According to Trish Bertuzzi, salespeople take four months to reach full productivity on average and Jim Brown would argue that building up a pipeline capable of hitting quota might take as much as six months in a lot of cases.

Knowing this, high-quality and experienced sales candidates are going to be hard to entice with 100% commission offers. Those who do find your offer appealing for it’s huge upside are a different breed of sales talent. They are likely earlier on in their career and will require things from you as their employer that a more seasoned sale professional would not.

That is why the right balance between base and bonus compensation has to be found. Put simply you need to understand what the role of sales in your organization looks like, what an A-Player looks like, and what their situation in life looks like.


Enough Leads to Warrant Sales Hires

Without a steady flow of leads generated for your salespeople, there won’t be consistent selling.

So what should business owners do? Expect new salespeople to both generate their own opportunities and close sales?

It’s certainly done that way in some companies, but when you ask a salesperson to own the sales process from start to finish a few things happen.


Salespeople Shouldn’t Own The Entire Sales Process


On-Boarding Takes Longer

Even among the most seasoned of sales professionals there is a learning curve when transitioning to a new company. There are things to learn that impact prospecting for new opportunities, qualifying opportunities, the discovery process required to service an oppotunity, and the presentation of offers.

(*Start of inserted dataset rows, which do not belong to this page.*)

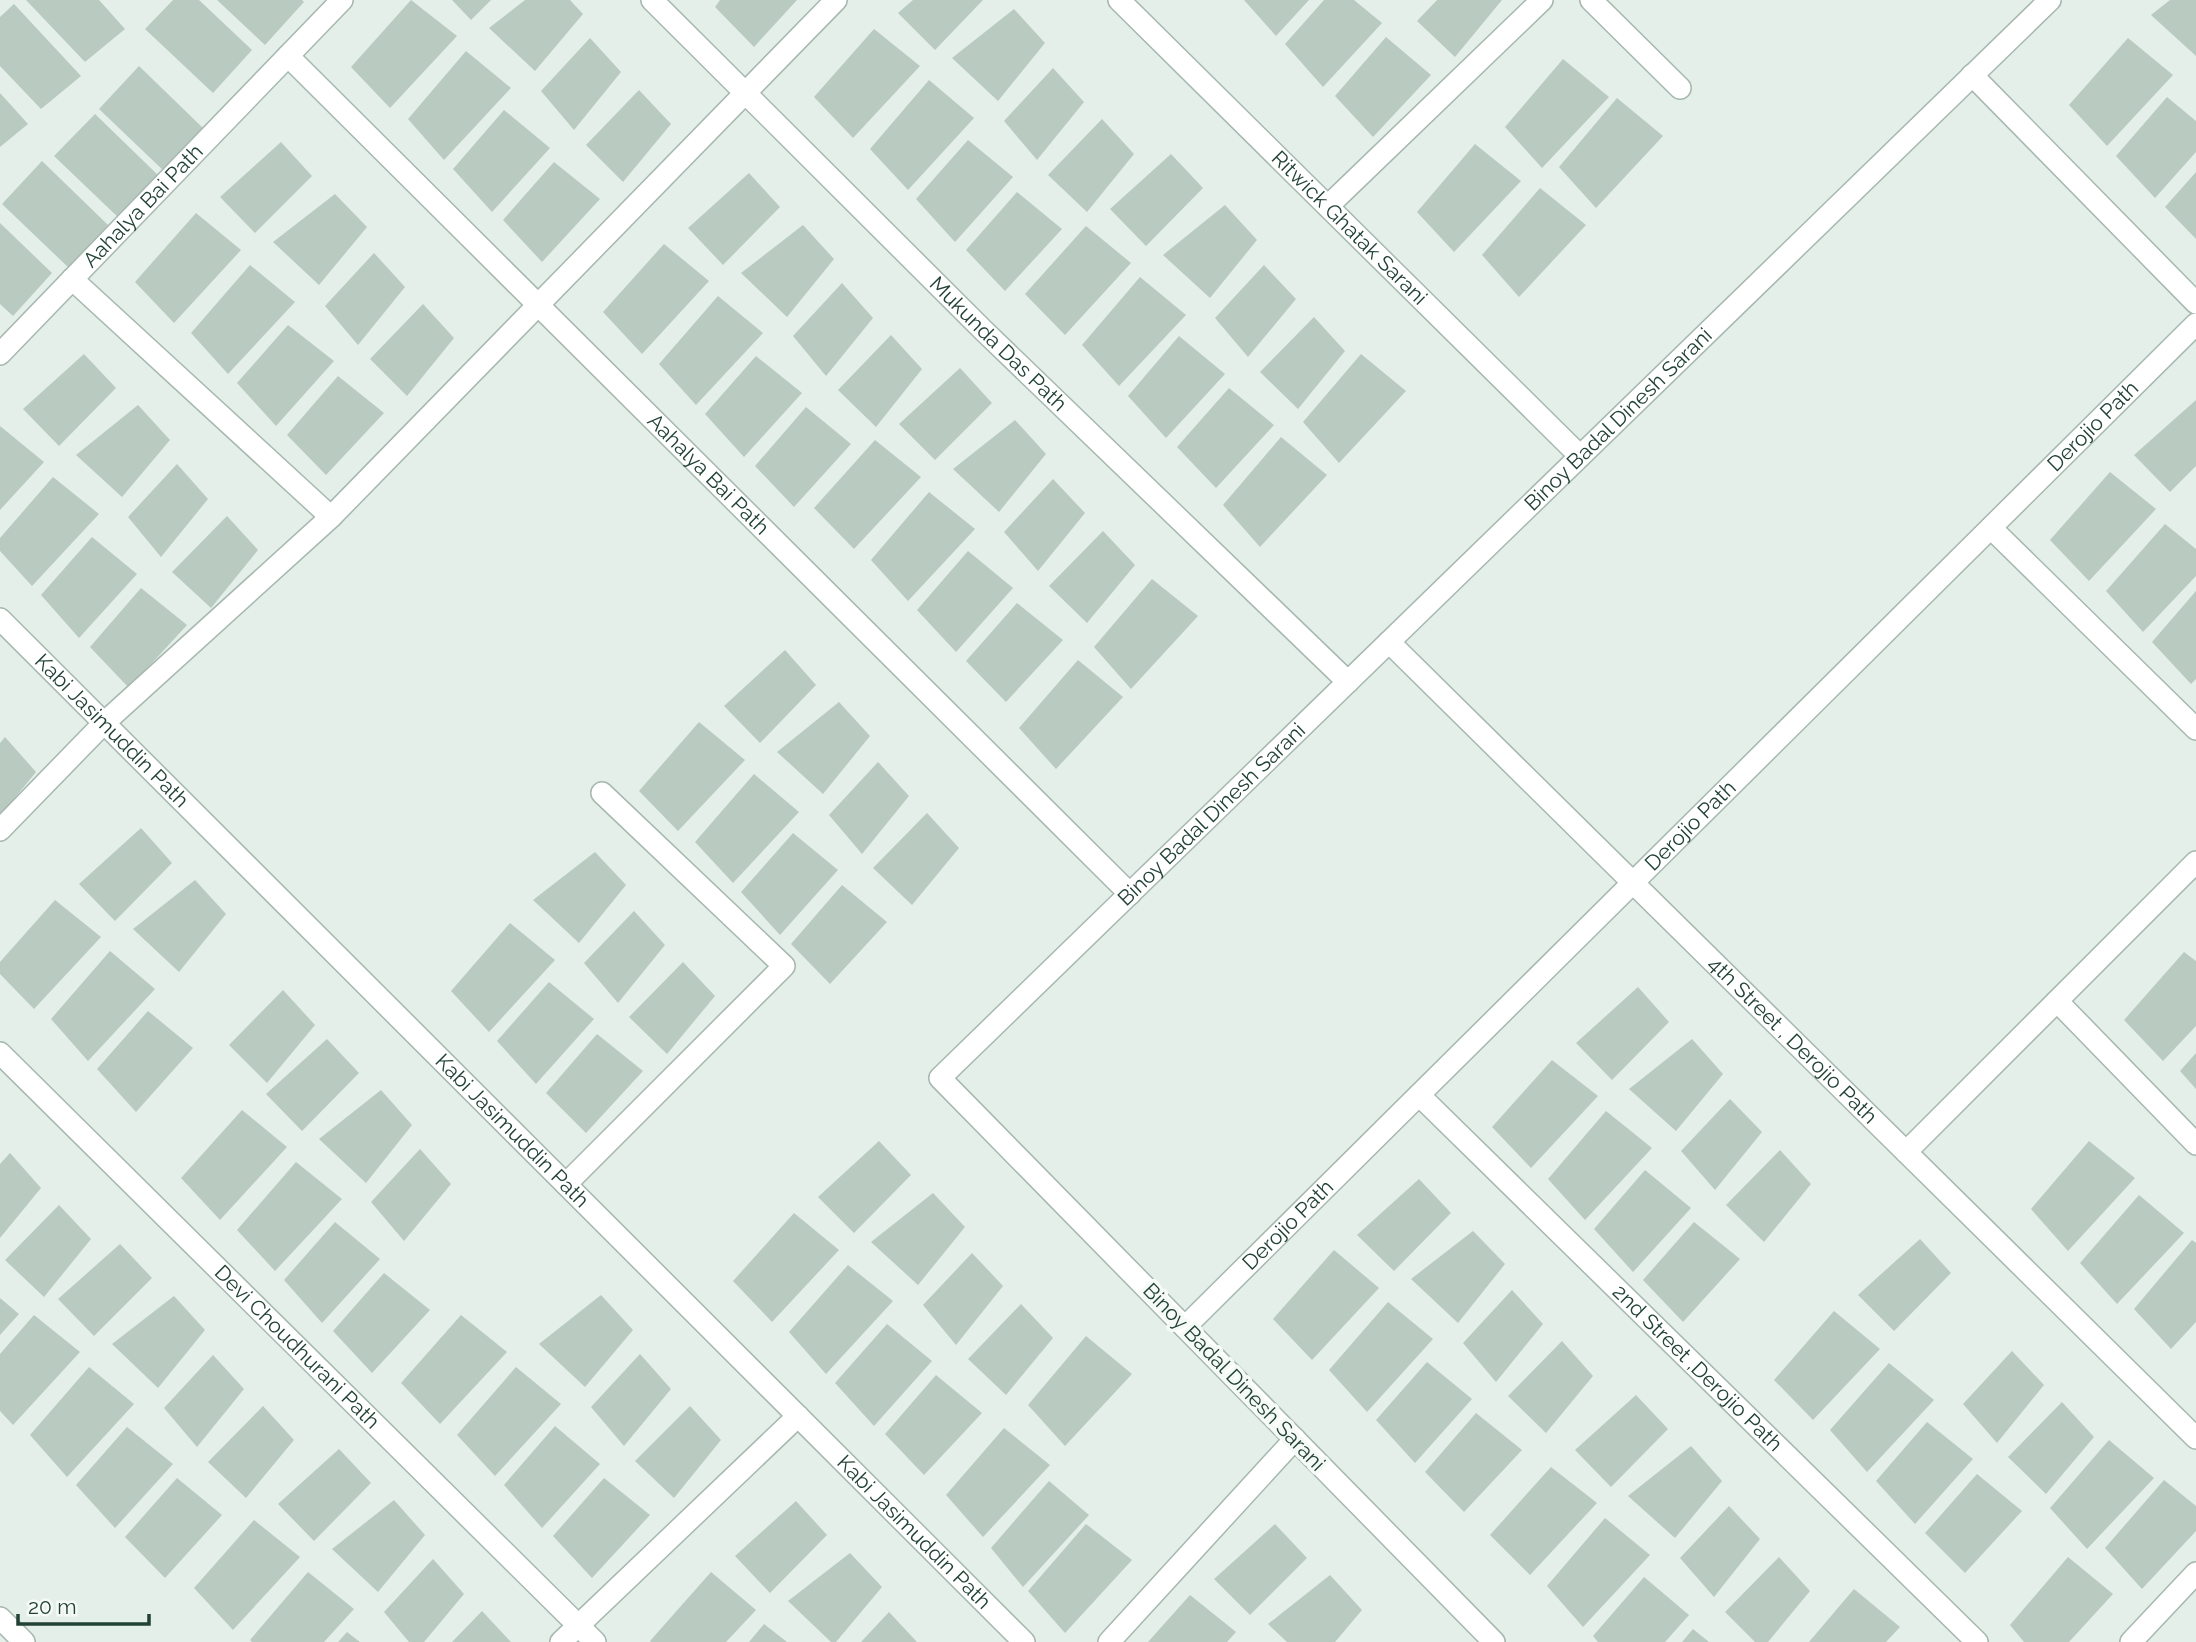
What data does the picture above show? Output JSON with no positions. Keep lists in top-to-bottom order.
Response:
{
  "streets": {
    "street": [
      "Aahalya Bai Path",
      "Ritwick Ghatak Sarani",
      "Mukunda Das Path",
      "Binoy Badal Dinesh Sarani",
      "Derojio Path",
      "Kabi Jasimuddin Path",
      "4th Street , Derojio Path",
      "Devi Choudhurani Path",
      "2nd Street ,Derojio Path"
    ]
  },
  "crossings": [
    ["Aahalya Bai Path", "Binoy Badal Dinesh Sarani"],
    ["Ritwick Ghatak Sarani", "Binoy Badal Dinesh Sarani"],
    ["Mukunda Das Path", "Binoy Badal Dinesh Sarani"],
    ["Binoy Badal Dinesh Sarani", "Derojio Path"],
    ["Binoy Badal Dinesh Sarani", "4th Street , Derojio Path"],
    ["Derojio Path", "4th Street , Derojio Path"],
    ["Derojio Path", "2nd Street ,Derojio Path"]
  ],
  "scale_bar": "20 m"
}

When a business requires a new sales rep to learn the nuance associated with all the stages to a sales before the rep can be seen as successful in their role, it will take longer for that competence to be demonstrated. If the rep were tasked with having to master just a few stages, or simply one stage, their bandwidth would be more focused and mastery could be realized more quickly.


Sales Hire ROI Goes Down

With increases in on-boarding timelines and it taking longer for individual sales reps to demonstrate mastery of their roles something else happens: The confidence of the sales rep diminishes.

Even if a salesperson is doing all the right things and they are on their way to being a high producing member of the team, seeing is believing. If the sales reps doesn’t actually actually realize the accomplishment of closing sales, it will be hard for them to believe the really are making the progress that is expected of them and that they expect of themselves. With that missing sense of accomplishment they are more likely to leave before ever seeing the fruit of their labor; Either because their pride is being bruised by the experience or because they’re afraid of being fired.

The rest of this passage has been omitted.